Rev / Rotated - TJCTF 2026
A writeup on the Rev / Rotated challenge from TJCTF 2026
The Challenge
rotated
Description
this file isn't making any sense to me. can you discover what it means?
Hint 1: look at the title
Hint 2: consider each byte separately
The attachment only contains one file named chall. Running file chall does not identify it as an ELF, PNG, ZIP, or regular text file:
chall: dataSo the goal is to figure out how the file was transformed, recover the real content, and continue reversing it until we get the flag.
The Walkthrough
Both hints are important:
rotated: the data has likely been rotated or shifted somehow;consider each byte separately: the transformation is applied independently to each byte.
My first thought was bit rotation, such as rotating each byte left or right. However, after looking at the first few bytes, the pattern looked more like addition/subtraction modulo 256.

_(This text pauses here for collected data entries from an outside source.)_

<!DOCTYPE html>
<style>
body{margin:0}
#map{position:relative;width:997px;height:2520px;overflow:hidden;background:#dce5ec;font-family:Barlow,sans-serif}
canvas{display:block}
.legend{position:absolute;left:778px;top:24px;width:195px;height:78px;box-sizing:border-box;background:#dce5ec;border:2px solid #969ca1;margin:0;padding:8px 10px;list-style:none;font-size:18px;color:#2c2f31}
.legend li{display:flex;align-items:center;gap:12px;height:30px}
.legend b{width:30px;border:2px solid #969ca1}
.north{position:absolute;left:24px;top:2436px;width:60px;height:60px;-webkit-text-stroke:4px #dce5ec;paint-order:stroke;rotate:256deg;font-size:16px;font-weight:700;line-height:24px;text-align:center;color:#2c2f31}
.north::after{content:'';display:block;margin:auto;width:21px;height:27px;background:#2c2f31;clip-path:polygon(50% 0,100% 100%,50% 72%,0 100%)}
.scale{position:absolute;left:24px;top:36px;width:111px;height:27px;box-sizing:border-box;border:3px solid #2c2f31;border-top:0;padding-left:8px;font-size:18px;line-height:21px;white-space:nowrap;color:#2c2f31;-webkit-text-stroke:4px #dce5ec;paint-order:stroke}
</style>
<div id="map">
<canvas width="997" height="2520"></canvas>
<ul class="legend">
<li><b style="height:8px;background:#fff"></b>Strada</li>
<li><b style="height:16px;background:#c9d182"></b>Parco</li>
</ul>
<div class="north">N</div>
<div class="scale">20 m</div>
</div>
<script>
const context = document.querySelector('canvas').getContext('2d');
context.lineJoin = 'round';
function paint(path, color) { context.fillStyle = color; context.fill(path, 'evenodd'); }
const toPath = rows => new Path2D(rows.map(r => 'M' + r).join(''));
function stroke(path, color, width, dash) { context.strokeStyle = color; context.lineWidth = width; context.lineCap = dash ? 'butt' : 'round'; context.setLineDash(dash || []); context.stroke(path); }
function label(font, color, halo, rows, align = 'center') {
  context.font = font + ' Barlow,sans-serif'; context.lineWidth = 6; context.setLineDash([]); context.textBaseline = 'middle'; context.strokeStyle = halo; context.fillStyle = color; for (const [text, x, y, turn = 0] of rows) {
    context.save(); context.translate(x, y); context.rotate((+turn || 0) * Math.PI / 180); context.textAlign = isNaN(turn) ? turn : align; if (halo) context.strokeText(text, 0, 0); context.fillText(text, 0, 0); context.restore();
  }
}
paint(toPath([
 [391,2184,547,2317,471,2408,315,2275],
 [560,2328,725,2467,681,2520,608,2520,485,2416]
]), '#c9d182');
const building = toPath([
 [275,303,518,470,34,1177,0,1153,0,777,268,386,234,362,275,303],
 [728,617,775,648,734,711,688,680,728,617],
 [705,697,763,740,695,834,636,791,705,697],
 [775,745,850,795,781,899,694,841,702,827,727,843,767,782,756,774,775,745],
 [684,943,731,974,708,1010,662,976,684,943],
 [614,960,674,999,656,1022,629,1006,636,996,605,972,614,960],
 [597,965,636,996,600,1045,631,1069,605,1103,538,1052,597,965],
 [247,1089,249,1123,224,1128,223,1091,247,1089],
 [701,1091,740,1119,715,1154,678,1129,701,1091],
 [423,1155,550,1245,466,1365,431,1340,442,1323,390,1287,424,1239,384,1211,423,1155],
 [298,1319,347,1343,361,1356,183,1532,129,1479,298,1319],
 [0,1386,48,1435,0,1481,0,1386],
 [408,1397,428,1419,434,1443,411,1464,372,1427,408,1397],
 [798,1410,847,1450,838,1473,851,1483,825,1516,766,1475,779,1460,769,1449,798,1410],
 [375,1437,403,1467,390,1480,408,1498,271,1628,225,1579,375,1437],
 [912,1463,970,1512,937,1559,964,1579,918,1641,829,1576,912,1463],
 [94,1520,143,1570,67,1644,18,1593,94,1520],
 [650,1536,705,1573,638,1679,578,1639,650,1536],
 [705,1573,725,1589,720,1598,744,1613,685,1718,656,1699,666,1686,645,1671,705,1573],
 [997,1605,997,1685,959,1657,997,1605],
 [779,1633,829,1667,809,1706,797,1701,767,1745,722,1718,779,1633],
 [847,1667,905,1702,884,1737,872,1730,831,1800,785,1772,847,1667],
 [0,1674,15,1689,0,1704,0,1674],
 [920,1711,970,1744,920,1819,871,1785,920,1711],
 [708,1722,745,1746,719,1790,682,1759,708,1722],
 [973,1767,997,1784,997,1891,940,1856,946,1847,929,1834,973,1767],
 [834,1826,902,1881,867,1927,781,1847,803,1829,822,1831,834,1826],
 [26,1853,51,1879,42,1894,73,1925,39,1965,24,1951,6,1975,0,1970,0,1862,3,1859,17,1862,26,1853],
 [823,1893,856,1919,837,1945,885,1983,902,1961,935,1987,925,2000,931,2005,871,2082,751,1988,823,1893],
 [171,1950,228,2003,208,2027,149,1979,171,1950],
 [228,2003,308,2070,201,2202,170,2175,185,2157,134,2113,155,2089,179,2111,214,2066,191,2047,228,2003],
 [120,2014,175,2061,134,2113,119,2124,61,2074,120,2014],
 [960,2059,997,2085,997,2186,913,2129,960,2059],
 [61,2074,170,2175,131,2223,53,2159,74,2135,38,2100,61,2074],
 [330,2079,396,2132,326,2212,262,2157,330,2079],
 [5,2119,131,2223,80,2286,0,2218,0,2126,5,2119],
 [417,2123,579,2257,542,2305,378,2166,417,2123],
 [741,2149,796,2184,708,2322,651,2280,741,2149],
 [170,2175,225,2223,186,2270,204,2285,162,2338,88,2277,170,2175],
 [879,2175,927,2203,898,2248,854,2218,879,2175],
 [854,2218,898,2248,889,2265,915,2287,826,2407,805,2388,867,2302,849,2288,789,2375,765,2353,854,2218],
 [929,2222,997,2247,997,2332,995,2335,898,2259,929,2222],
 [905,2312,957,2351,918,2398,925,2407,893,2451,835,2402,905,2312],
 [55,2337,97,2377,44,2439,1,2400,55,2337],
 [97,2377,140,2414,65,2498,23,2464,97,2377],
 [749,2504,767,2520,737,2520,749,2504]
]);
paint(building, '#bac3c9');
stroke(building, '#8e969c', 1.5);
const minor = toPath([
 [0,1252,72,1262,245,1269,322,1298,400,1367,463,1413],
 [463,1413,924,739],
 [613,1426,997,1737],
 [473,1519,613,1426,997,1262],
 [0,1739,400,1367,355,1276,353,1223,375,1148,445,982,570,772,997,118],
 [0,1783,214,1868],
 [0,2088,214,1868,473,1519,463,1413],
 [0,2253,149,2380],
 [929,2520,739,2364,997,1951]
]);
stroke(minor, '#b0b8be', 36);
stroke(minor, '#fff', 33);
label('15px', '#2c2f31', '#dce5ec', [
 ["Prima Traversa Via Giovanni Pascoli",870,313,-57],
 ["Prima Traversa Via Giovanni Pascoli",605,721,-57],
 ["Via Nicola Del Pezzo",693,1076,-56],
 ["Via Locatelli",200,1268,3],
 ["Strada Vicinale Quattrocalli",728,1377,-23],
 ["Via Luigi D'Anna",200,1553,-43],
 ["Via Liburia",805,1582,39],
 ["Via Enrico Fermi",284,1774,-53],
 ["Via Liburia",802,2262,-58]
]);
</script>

A Linux executable normally starts with the ELF magic:
7f 45 4c 46The first four bytes of chall are:
9c 62 69 63If we subtract 0x1d from each byte, we get:
9c - 1d = 7f
62 - 1d = 45
69 - 1d = 4c
63 - 1d = 46That recovers the exact ELF magic:
7f 45 4c 46Therefore, the original file was encoded with:
encoded_byte = (plain_byte + 0x1d) mod 256To decode it, we simply reverse the operation:
plain_byte = (encoded_byte - 0x1d) mod 256A minimal decoder is enough:
from pathlib import Path
raw = Path("chall").read_bytes()
decoded = bytes((b - 0x1d) & 0xff for b in raw)
Path("chall.dec").write_bytes(decoded)After decoding:
file chall.decThe result is:
chall.dec: ELF 64-bit LSB shared object, x86-64, version 1 (SYSV), statically linked, no section headerThe file is now a valid ELF binary.

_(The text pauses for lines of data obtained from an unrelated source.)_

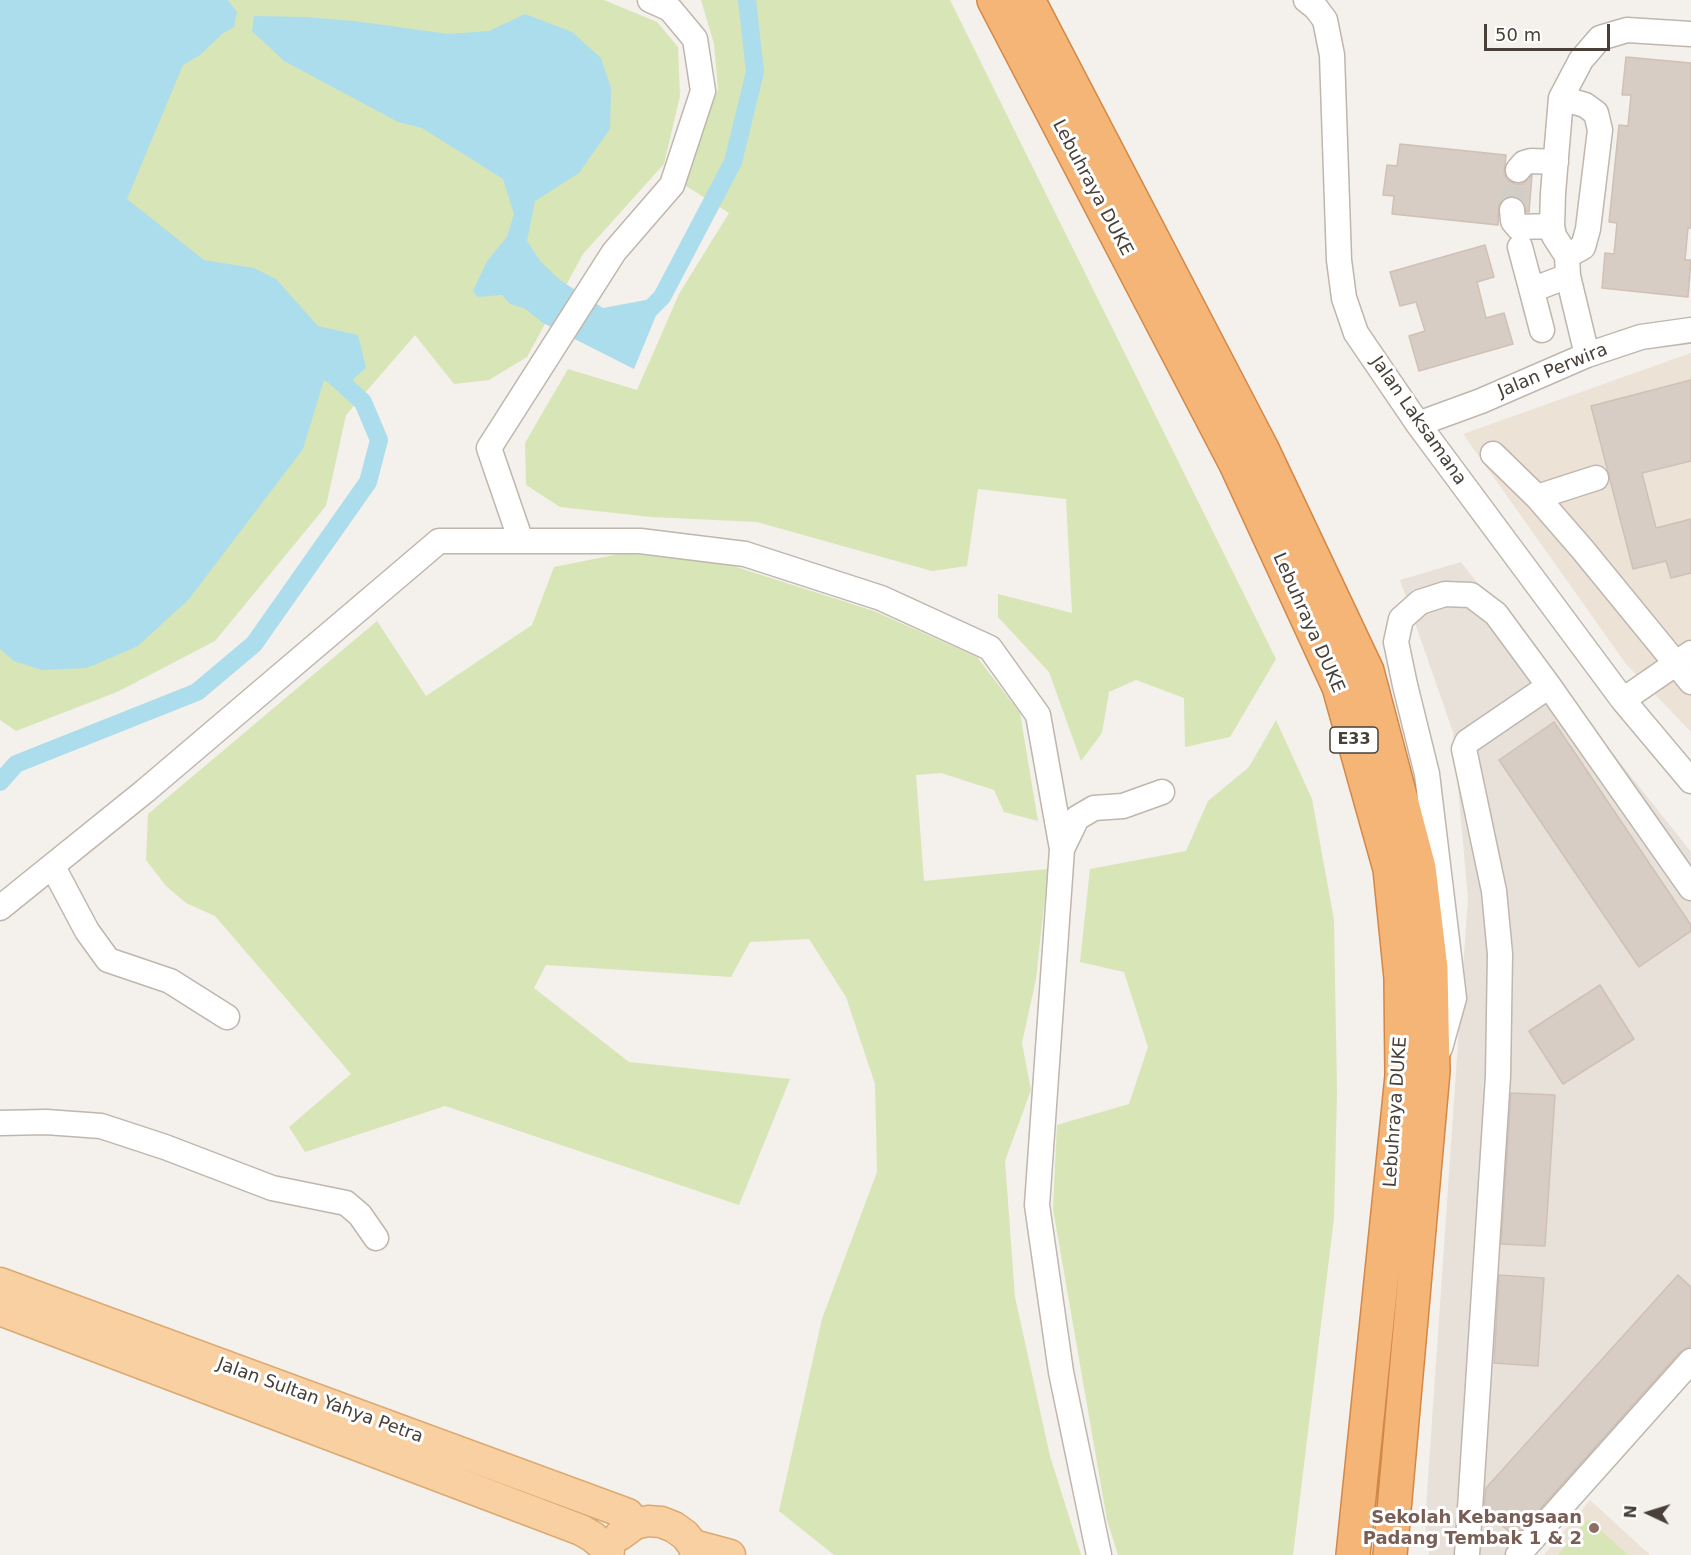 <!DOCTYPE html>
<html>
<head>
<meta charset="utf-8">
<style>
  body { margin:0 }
  #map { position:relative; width:1691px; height:1555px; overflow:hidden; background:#f4f0eb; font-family:"DejaVu Sans",sans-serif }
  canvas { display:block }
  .north { position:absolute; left:1619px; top:1483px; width:60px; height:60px; -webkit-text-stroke:4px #fff; paint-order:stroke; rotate:274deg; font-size:16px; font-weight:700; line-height:24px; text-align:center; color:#484039 }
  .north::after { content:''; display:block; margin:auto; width:21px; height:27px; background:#484039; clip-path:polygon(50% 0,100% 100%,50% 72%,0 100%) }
  .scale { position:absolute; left:1484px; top:24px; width:126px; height:27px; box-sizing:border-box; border:3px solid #484039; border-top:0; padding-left:8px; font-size:18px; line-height:21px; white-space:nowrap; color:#484039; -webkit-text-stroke:4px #fff; paint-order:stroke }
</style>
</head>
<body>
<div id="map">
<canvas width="1691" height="1555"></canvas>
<div class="north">N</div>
<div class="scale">50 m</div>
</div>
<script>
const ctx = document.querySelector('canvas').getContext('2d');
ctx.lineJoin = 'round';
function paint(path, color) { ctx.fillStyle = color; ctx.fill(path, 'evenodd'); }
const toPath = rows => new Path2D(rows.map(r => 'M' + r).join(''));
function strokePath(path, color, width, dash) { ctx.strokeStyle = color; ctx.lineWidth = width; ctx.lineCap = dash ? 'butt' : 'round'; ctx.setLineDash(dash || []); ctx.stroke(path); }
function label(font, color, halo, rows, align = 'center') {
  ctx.font = font + ' "DejaVu Sans",sans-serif'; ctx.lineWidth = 6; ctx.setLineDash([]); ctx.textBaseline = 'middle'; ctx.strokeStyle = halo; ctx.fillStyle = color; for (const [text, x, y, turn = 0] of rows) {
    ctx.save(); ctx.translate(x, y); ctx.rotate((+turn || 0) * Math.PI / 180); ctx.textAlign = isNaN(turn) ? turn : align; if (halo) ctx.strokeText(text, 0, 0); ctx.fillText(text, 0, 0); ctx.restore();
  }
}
const residential = toPath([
  [1461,562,1691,852,1691,1369,1526,1555,1429,1555,1425,1522,1468,898,1453,732,1400,580]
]);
const education = toPath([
  [1691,353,1691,732,1626,664,1463,434],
  [1590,1500,1650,1555,1544,1555]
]);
const green = toPath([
  [0,0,604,0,657,22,678,47,680,96,664,164,583,254,527,357,489,380,454,384,415,335,346,415,326,506,215,641,117,692,16,731,0,720],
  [701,0,950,0,1276,659,1230,737,1185,747,1184,698,1136,680,1109,692,1102,733,1081,761,1049,672,998,617,998,594,1072,613,1066,499,978,489,967,566,932,571,757,522,651,517,560,507,526,485,525,443,568,369,637,390,679,294,729,213,683,184,718,89,714,44],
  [624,553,727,564,874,611,977,657,1020,713,1038,821,1004,812,994,790,941,773,916,775,924,881,1048,869,1036,979,1022,1043,1031,1090,1005,1161,1015,1297,1050,1456,1081,1555,834,1555,779,1511,822,1319,877,1172,875,1084,846,997,809,939,750,942,731,977,546,965,534,988,629,1062,790,1079,739,1205,445,1106,305,1152,289,1127,351,1074,215,916,186,903,166,886,146,860,148,814,377,621,426,696,532,625,554,567],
  [1276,720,1312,799,1334,920,1337,1092,1334,1218,1293,1555,1118,1555,1107,1520,1053,1209,1057,1125,1129,1104,1148,1047,1124,972,1080,962,1090,869,1186,851,1208,801,1249,767],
  [1588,1519,1628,1555,1558,1555]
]);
const water = toPath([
  [0,0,228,0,237,12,234,27,222,34,200,55,183,65,127,199,204,260,254,268,276,279,318,326,358,335,366,368,341,390,324,380,303,449,189,599,138,646,87,668,42,670,14,661,0,649],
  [525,14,572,32,601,58,611,88,610,129,579,173,535,201,527,241,540,261,560,280,603,308,662,297,655,318,634,369,543,323,524,308,510,304,502,295,478,297,473,291,487,261,507,237,514,214,503,179,422,128,398,122,284,61,252,31,254,16,306,17,354,21,449,34,489,31]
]);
const canal = toPath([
  [646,313,662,297,733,162,755,72,747,0],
  [0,782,16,764,197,692,254,644,368,482,379,440,363,402,328,370]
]);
const building = toPath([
  [1626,57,1691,63,1691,228,1688,228,1685,260,1691,260,1688,297,1602,288,1605,253,1614,254,1617,223,1609,222,1619,125,1628,126,1631,95,1622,95,1626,57],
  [1400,144,1506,155,1504,174,1509,181,1515,184,1522,184,1532,175,1529,212,1526,212,1523,201,1517,197,1511,196,1504,198,1499,205,1498,225,1392,214,1394,196,1383,195,1387,165,1397,166,1400,144],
  [1485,245,1494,277,1477,282,1486,318,1504,313,1513,344,1419,371,1409,336,1425,331,1416,302,1400,306,1390,272,1485,245],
  [1691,380,1691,461,1642,473,1656,528,1691,519,1691,573,1671,578,1666,561,1633,569,1591,406,1691,380],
  [1554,722,1691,925,1691,931,1639,967,1499,760,1554,722],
  [1600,985,1634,1039,1563,1084,1529,1031,1600,985],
  [1511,1093,1555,1095,1545,1246,1501,1244,1511,1093],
  [1499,1275,1544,1278,1538,1366,1494,1363,1499,1275],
  [1678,1275,1691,1287,1691,1346,1680,1352,1515,1537,1484,1509,1486,1488,1678,1275]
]);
const minorTunnel = toPath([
  [1512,210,1518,170]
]);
const minor = toPath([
  [1306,0,1316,8,1325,20,1332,55,1339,260,1344,298,1356,333,1418,424,1623,700,1691,781],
  [1561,98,1585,105,1596,113,1600,130,1588,229,1583,247,1567,256],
  [1518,170,1524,163,1531,161,1556,162],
  [1512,210,1513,221,1518,227,1552,226],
  [1520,247,1531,288],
  [1542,330,1531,288,1542,286,1568,276],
  [1587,355,1568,276,1567,256,1554,236,1552,226,1553,193,1561,98,1581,60,1600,38,1627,30,1691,34],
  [1418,424,1481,401,1587,355,1641,337,1691,330],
  [1493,454,1537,497,1583,550,1691,682],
  [1537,497,1596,478],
  [521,541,489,448,614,252,672,185,703,91,695,39,670,9,650,0],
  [1623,700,1691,653],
  [1062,849,1077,818,1094,808,1123,806,1162,792],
  [53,867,87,931,108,960,170,981,227,1017],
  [0,908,145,791,439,541,640,541,745,554,881,598,990,648,1038,715,1062,849,1037,1205,1061,1372,1099,1555],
  [1440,1048,1454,998,1427,774,1405,685,1396,642,1401,619,1420,602,1445,594,1471,595,1496,614,1549,686,1691,888],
  [0,1123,46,1122,101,1126,165,1147,272,1188,346,1203,360,1215,376,1238],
  [1467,1555,1498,1076,1500,954,1494,891,1464,749,1467,742,1549,686],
  [1518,1555,1691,1361]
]);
const major = toPath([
  [0,1283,628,1514,635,1524],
  [0,1310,581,1530,593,1537,609,1551],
  [620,1535,635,1524,648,1521,661,1522,674,1527,685,1535,693,1545,696,1555],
  [693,1545,730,1555]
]);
const highway = toPath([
  [994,0,1236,464,1339,687,1390,869,1401,978,1402,1076,1353,1555],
  [1028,0,1262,449,1367,671,1419,868,1431,969,1433,1071,1390,1555]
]);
const markers = [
  [1594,1528,6,"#8d6e63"]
];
const shields = [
  [1354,740,48]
];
const shieldNames = [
  ["E33",1354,740]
];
const streetNames = [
  ["Lebuhraya DUKE",1092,188,62],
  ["Jalan Perwira",1553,371,-22],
  ["Jalan Laksamana",1418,421,55],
  ["Lebuhraya DUKE",1308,623,66],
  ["Lebuhraya DUKE",1396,1112,-86],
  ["Jalan Sultan Yahya Petra",320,1401,20]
];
const educationNames = [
  ["Sekolah Kebangsaan",1582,1518],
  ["Padang Tembak 1 & 2",1582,1539]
];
paint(residential, '#e8e1d9');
paint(education, '#ece2d6');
paint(green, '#d8e5b7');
paint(water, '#acddec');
strokePath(canal, '#acddec', 18);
paint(building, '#d8cdc4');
strokePath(building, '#d0c0b5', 1.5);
strokePath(minorTunnel, '#d2cdc7', 24, [24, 12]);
strokePath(minor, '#bfb6ae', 27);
strokePath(major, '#dcaa71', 33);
strokePath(highway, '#d38746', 36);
strokePath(minor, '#fff', 24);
strokePath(major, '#f8d0a1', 30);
strokePath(highway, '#f4b576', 33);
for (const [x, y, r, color] of markers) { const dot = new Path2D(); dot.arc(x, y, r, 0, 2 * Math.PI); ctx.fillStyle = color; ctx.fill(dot); strokePath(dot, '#fff', 2); }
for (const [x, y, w] of shields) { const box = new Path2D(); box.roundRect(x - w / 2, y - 13, w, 26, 4.5); ctx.fillStyle = '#fff'; ctx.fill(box); strokePath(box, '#484039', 1.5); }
label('bold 16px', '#484039', null, shieldNames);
label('18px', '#484039', '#fff', streetNames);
label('bold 18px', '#785e54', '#fff', educationNames, 'right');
</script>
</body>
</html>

Stage 2: the ELF drops a Bash script
After making the decoded ELF executable and running it:
chmod +x chall.dec
./chall.decIt creates a new file named script.sh in the current directory.
The generated script.sh is heavily obfuscated with Bash parameter expansion. Instead of manually reading the very long obfuscated line, the fastest method is to run it with trace mode:
bash -x script.shThe trace reveals the real commands:
++ printf H4sIAEDAzmkC/0tNzshXUPLJz8/OzEtXSMsvUkhUSMtJTLdXUlBWSHEvyEpxjzKPzAo0THSzzPY18jL0y7Es8XMJNfY19rJ0Tre1BQCGqZA9QQAAAA==
++ base64 -d
++ gunzip -c
+ eval 'echo "Looking for a flag?" # dGpjdGZ7YjQ1aF9kM2J1Nl9tNDU3M3J9Cg=='So script.sh is basically doing:
printf '<gzip-base64-blob>' | base64 -d | gunzip -cand then evaling the decompressed result.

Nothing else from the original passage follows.